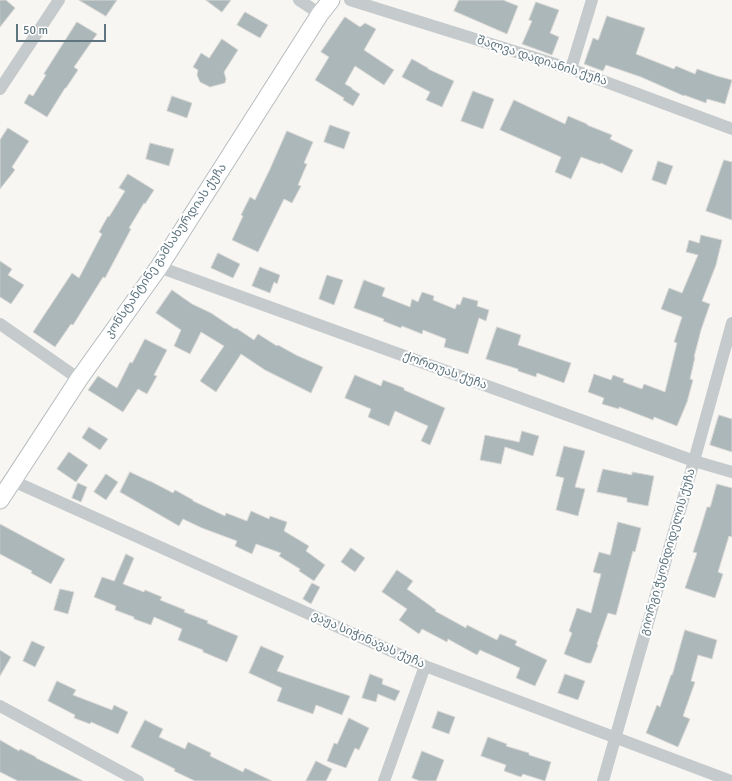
<!DOCTYPE html>
<meta charset="utf-8">
<style>
body{margin:0}
#map{position:relative;width:732px;height:781px;overflow:hidden;background:#f7f6f2;font-family:Signika,sans-serif}
canvas{display:block}
.scale{position:absolute;left:16px;top:24px;width:90px;height:18px;box-sizing:border-box;border:2px solid #5f7680;border-top:0;padding-left:5px;font-size:12px;line-height:14px;white-space:nowrap;color:#5f7680;-webkit-text-stroke:3px #fff;paint-order:stroke}
</style>
<div id="map">
<canvas width="732" height="781"></canvas>
<div class="scale">50 m</div>
</div>
<script>
const c = document.querySelector('canvas').getContext('2d');
c.lineJoin = 'round';
function fill(path, color) { c.fillStyle = color; c.fill(path, 'evenodd'); }
function trace(path, color, width, dash) { c.strokeStyle = color; c.lineWidth = width; c.lineCap = dash ? 'butt' : 'round'; c.setLineDash(dash || []); c.stroke(path); }
function label(font, color, halo, rows, align = 'center') {
  c.font = font + ' Signika,"Noto Sans Georgian",sans-serif'; c.lineWidth = 4; c.setLineDash([]); c.textBaseline = 'middle'; c.strokeStyle = halo; c.fillStyle = color; for (const [text, x, y, turn = 0] of rows) {
    c.save(); c.translate(x, y); c.rotate((+turn || 0) * Math.PI / 180); c.textAlign = isNaN(turn) ? turn : align; if (halo) c.strokeText(text, 0, 0); c.fillText(text, 0, 0); c.restore();
  }
}
const building = new Path2D(`
 M0,0H6L15,8L0,27Z
 M79,0H117L106,16Z
 M206,0H231L222,12Z
 M459,0H503L518,6L507,34L454,11Z
 M536,2L559,10L550,33L559,37L552,55L522,44L532,21L529,20Z
 M245,12L268,25L260,38L237,25Z
 M607,16L645,28L636,54L674,69L676,66L695,74L697,69L717,76L732,80L725,104L707,99L706,103L684,95V96L666,88L641,77L606,65L603,71L584,64L593,38L598,40Z
 M345,17L360,27L365,23L376,29L364,50L394,70L384,85L355,66L345,84L352,88V89L360,94L353,106L343,100L344,98L315,80L329,57L321,52Z
 M77,22L97,34L74,67L78,70L66,88H65L47,117L24,103L29,94L33,96L46,75L44,74Z
 M222,39L238,50L224,72L226,79L225,83L210,87L200,82L197,75L198,70L193,67L201,53L209,58Z
 M412,59L428,68V69L454,81L442,107L426,100L430,92L402,77Z
 M473,91L494,99L483,129L461,121Z
 M172,96L192,103L187,118L167,111Z
 M514,100L565,124L568,116L587,124V125L612,135L610,139L633,150L622,173L601,163L600,164L581,157L571,179L555,172L561,157L500,130Z
 M330,125L350,132L344,149L324,142Z
 M8,128L29,141L12,167L15,170L0,189V140Z
 M287,131L313,142L304,163L307,164L298,185L301,186L292,203L284,199L258,252L232,240L243,216L241,215L250,197L255,200L270,169Z
 M150,143L174,149L169,166L146,159Z
 M724,160L732,162V220L706,211Z
 M658,161L673,166L666,185L652,180Z
 M128,174L154,190L145,204L144,203L129,228L131,229L105,278L103,277L73,325L71,324L55,347L33,332L72,273L79,278L102,234L99,232L108,216L109,217L125,191L119,188Z
 M701,235L722,240L716,265L702,301L710,304L701,330L694,357H695L690,379L693,380L687,402L677,426L654,417L653,420L619,407V409L602,404L604,398L588,392L594,374L611,380L613,375L624,379L623,382L642,389L644,384L665,392L677,343L674,342L682,317L661,309L669,288L682,293L698,255L686,252L689,240L699,243Z
 M218,253L240,264L233,278L211,268Z
 M0,261L12,269L8,275L24,285L11,304L0,297Z
 M260,267L280,275L277,284L274,282L270,293L252,286Z
 M327,275L343,280L334,305L319,299Z
 M364,280L385,288L382,296L410,307L412,299L418,302L422,292L434,296L433,300L455,309L457,304L460,305L463,297L478,301L477,306L489,310L486,321L479,318L468,354L444,347L446,339L423,330L422,334L402,326L401,328L383,321L384,319L354,308Z
 M172,290L192,304L211,313L235,329L236,328L254,340L258,334L277,346L278,345L296,355L323,367L311,393L265,370L241,354L216,392L200,381L224,346L201,332L190,354L174,346L181,330L156,313Z
 M497,327L521,335L518,345L571,363L564,383L537,373L536,377L518,371V369L486,359Z
 M145,339L167,350L154,375L157,376L147,394L138,389L123,412L88,390L98,376L117,388L130,362L132,363Z
 M355,375L381,386L383,380L404,388V390L445,408L430,445L421,441L428,426L395,411L389,426L368,417L371,409L345,398Z
 M719,415L732,419V452L710,445Z
 M89,427L108,439L100,450L82,438Z
 M522,431L539,436L533,456L505,447L501,464L480,460L485,435L519,442Z
 M564,446L585,451L575,487L585,489L578,516L556,510L564,478L556,476Z
 M69,452L88,465L76,482L57,469Z
 M603,469L632,475V472L654,476L648,506L627,502V498L597,492Z
 M130,472L149,481H150L173,493L175,490L193,500V501L225,516L226,513L247,521L251,511L269,519L270,516L287,522L284,531L309,546L306,551L325,565L314,581L299,571L300,569L279,556L281,553L256,544L252,554L235,546L237,541L202,528L183,519L179,526L120,492Z
 M106,474L118,482L106,500L94,492Z
 M78,483L87,487L81,502L72,498Z
 M717,484L732,488V537L729,536L718,572L723,574L715,598L685,588L697,553L693,552L701,527L707,507H710Z
 M618,522L641,528L635,552L633,551L616,615L608,613L597,644L598,645L591,663H587L564,654L572,633L569,631L577,608L591,613L601,574L593,572L599,552L610,555Z
 M0,524L65,559L51,584L31,573L32,571L0,554Z
 M351,548L365,558L355,572L341,562Z
 M126,554L134,558L123,584L144,592L145,590L162,597L160,600L185,610L184,612L208,621L207,623L238,636L227,662L203,652V650L178,640L182,629L154,617L151,625L134,619V617L115,610L116,606L94,597L102,577L114,581Z
 M397,570L413,581L407,589L436,610L435,611L466,628L467,625L497,640L500,634L517,641L515,645L547,660L535,686L516,678L520,668L480,650L477,655L448,639L447,642L422,629L419,634L399,620L407,609L382,592Z
 M312,583L320,587L311,604L303,599Z
 M60,589L74,592L68,614L54,610Z
 M685,630L717,640L712,659L698,655L691,681L695,682L683,716L690,719L678,747L646,733L657,705L660,707L671,675H672Z
 M32,641L45,647L35,667L23,661Z
 M261,646L284,656L277,671L350,696L342,715L316,705L313,714L277,701L282,688L249,673Z
 M0,650L11,657L0,676Z
 M370,674L383,679L382,684L400,691L395,701L378,694L376,702L362,698Z
 M565,674L585,681L578,700L558,693Z
 M57,681L76,690L73,695L112,710L114,705L128,712L118,734L91,722L90,724L74,718L75,715L48,701Z
 M438,711L455,717L449,734L432,728Z
 M349,718L369,728L359,750L355,748L346,768L327,761L334,743L337,744Z
 M145,720L163,729L159,737L185,749L188,742L211,753L210,756L243,772L245,768L272,781H195L174,771L175,769L131,747Z
 M488,737L507,744L506,746L529,753V755L551,762L545,781L523,774L521,777L504,771L506,765L481,756Z
 M0,740L19,751L20,749L36,757V758L83,781H18L0,772Z
 M422,751L444,760L436,781H420L412,778Z
 M316,761L332,769L326,781H306Z`);
fill(building, '#acb7ba');
trace(building, '#d8d7d5', 1);
const secondary = new Path2D(`
 M0,500L79,379L159,267L320,14L331,0`);
trace(secondary, '#b5bcbf', 19);
trace(new Path2D(`
 M299,0L320,14
 M350,0L571,69L732,129
 M571,69L592,0
 M0,89L59,0
 M159,267L694,461L732,472
 M0,324L79,379
 M13,481L425,666L731,781
 M0,706L138,781
 M384,781L425,666
 M603,781L694,461L732,323`), '#c5cacc', 12);
trace(secondary, '#fff', 17);
label('12px', '#5f7680', '#fff', [
 ["შალვა დადიანის ქუჩა",542,61,18],
 ["კონსტანტინე გამსახურდიას ქუჩა",166,251,-56],
 ["ქორთუას ქუჩა",445,371,20],
 ["გიორგი ჭყონდიდელის ქუჩა",668,552,-74],
 ["ვაჟა სიჭინავას ქუჩა",368,640,24]
]);
</script>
+-------+
When a line in the records above contains the word "sans", copy it.

#map{position:relative;width:732px;height:781px;overflow:hidden;background:#f7f6f2;font-family:Signika,sans-serif}
  c.font = font + ' Signika,"Noto Sans Georgian",sans-serif'; c.lineWidth = 4; c.setLineDash([]); c.textBaseline = 'middle'; c.strokeStyle = halo; c.fillStyle = color; for (const [text, x, y, turn = 0] of rows) {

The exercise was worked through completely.